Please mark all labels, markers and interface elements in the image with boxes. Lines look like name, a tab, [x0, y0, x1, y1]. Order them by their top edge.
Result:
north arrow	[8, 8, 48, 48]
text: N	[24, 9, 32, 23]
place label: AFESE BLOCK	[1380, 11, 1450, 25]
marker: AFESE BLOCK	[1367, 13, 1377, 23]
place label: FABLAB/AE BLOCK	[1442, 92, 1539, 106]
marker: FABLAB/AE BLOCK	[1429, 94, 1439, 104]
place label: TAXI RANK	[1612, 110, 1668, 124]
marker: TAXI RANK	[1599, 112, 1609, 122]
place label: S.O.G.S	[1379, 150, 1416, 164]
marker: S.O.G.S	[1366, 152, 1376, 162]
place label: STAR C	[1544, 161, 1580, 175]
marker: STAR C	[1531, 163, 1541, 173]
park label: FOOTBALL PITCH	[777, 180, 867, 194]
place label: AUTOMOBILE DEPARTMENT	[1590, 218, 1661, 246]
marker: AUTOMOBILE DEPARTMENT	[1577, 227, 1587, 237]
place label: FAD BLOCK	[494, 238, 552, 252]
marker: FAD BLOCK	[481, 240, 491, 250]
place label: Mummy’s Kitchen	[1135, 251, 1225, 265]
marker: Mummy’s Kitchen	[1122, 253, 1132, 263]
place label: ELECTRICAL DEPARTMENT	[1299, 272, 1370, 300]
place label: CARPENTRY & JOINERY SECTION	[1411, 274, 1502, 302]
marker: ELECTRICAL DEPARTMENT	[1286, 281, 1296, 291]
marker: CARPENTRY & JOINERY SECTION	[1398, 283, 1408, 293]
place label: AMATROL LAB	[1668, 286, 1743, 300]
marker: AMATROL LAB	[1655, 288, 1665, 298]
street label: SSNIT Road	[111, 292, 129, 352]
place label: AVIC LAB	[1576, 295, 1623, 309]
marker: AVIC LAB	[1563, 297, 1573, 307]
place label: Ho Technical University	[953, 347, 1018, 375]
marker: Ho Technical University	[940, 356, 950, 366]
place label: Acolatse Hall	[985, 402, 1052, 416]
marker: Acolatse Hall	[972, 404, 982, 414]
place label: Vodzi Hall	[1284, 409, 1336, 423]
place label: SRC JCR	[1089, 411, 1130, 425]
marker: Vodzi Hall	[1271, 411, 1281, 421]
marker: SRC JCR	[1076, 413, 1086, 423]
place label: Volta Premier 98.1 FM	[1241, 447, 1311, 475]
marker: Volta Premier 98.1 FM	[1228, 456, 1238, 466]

EXERCISE OBJECTIVE: Return each full line of the entries that contains the word "DEPARTMENT".

ANSWER TO THIS TASK:
place label: AUTOMOBILE DEPARTMENT	[1590, 218, 1661, 246]
marker: AUTOMOBILE DEPARTMENT	[1577, 227, 1587, 237]
place label: ELECTRICAL DEPARTMENT	[1299, 272, 1370, 300]
marker: ELECTRICAL DEPARTMENT	[1286, 281, 1296, 291]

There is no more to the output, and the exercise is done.